What is the chief end of preaching? … To give men and women a sense of God and His presence… . I can forgive a man for a bad sermon, I can forgive the preacher almost anything if he gives me a sense of God, if he gives me something for my soul, if he gives me the sense that, though he is inadequate himself, he is handling something which is very great and very glorious, if he gives me some dim glimpse of the majesty and the glory of God, the love of Christ my Saviour, and the magnificence of the Gospel. If he does that I am his debtor, and I am profoundly grateful to him. Preaching is the most amazing, and the most thrilling activity that one can ever be engaged in, because of all that it holds out for all of us in the present, and because of the glorious endless possibilities in an eternal future.

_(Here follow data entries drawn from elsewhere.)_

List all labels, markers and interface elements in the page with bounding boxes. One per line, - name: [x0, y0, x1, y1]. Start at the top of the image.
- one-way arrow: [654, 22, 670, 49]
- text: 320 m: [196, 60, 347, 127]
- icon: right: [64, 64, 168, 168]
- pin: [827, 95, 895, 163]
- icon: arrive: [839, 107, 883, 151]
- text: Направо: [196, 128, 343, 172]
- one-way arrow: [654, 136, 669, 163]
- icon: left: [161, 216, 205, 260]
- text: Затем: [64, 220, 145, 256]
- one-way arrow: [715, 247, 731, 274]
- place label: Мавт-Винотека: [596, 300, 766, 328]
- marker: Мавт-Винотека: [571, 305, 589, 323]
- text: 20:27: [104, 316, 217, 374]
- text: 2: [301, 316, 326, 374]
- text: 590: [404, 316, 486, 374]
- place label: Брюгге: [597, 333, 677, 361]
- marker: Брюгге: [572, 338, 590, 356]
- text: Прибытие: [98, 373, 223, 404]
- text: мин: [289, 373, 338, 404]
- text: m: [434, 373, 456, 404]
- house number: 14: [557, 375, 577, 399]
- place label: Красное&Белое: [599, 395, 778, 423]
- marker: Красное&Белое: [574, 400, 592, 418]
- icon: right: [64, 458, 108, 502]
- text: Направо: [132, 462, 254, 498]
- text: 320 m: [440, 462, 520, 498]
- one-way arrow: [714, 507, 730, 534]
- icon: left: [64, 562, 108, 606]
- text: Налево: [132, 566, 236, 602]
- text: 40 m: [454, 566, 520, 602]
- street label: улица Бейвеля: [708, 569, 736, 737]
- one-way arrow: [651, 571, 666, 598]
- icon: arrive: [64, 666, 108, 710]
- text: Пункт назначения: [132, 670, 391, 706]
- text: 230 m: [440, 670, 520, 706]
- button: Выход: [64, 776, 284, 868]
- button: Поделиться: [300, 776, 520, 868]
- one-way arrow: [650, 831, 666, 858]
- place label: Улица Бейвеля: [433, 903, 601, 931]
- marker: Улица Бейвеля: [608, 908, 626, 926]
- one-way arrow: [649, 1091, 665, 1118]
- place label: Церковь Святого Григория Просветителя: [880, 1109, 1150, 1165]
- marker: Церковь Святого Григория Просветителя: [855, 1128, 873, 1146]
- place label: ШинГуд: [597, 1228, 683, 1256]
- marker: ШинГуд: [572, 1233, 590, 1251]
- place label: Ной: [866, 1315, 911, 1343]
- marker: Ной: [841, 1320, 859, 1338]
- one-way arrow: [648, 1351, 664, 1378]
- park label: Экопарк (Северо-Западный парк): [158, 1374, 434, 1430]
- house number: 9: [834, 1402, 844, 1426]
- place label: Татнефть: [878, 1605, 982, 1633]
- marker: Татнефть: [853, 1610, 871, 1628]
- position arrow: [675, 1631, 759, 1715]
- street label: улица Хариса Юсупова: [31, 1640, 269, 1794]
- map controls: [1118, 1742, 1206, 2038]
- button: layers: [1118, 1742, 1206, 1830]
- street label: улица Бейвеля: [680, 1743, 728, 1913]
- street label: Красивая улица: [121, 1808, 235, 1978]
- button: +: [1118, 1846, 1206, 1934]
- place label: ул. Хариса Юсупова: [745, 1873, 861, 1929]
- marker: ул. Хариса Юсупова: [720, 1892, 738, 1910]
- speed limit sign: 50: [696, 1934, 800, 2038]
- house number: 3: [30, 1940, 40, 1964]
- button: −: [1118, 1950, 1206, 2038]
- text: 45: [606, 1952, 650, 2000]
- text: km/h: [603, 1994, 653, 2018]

Martyn Lloyd-Jones, Preaching and Preachers, 97-98

Among the many excellent gifts with which God has adorned the human race, it is a singular privilege that he deigns to consecrate to himself the mouths and tongues of men in order that his voice may resound in them.

John Calvin, Institutes 4.1.5

We come together in the name of the Lord. It is not to hear merry songs, to be fed with wind, that is, with a vain and unprofitable curiosity, but to receive spiritual nourishment. For God will have nothing preached in his name but that which will profit and edify.

John Calvin, Sermon on 2 Timothy 2:16-18

Every sermon should last just as long as the preacher needs in which to deliver his soul…though every sermon should ‘seem like twenty minutes’, even if it is actually longer.

John Stott, Between Two Worlds, p292,294

Those who write compose their thoughts more successfully than those who do not; they commit fewer of what I inelegantly call “sentence farts,” in which one begins a sentence, partway through realizes that it cannot be successfully completed, and therefore begins again.

T. David Gordon, Why Johnny Can’t Preach (p39)

Note: The term “sentence fart” is now an official part of my vocabulary.

The average American adult reads fewer than nine books annually, and spends seventeen times as much time watching television as reading (including all reading - magazines, newspapers, etc)…in two decades alone, from 1982 to 2002, there was a 10 percent decline in literary reading among adults in the United States.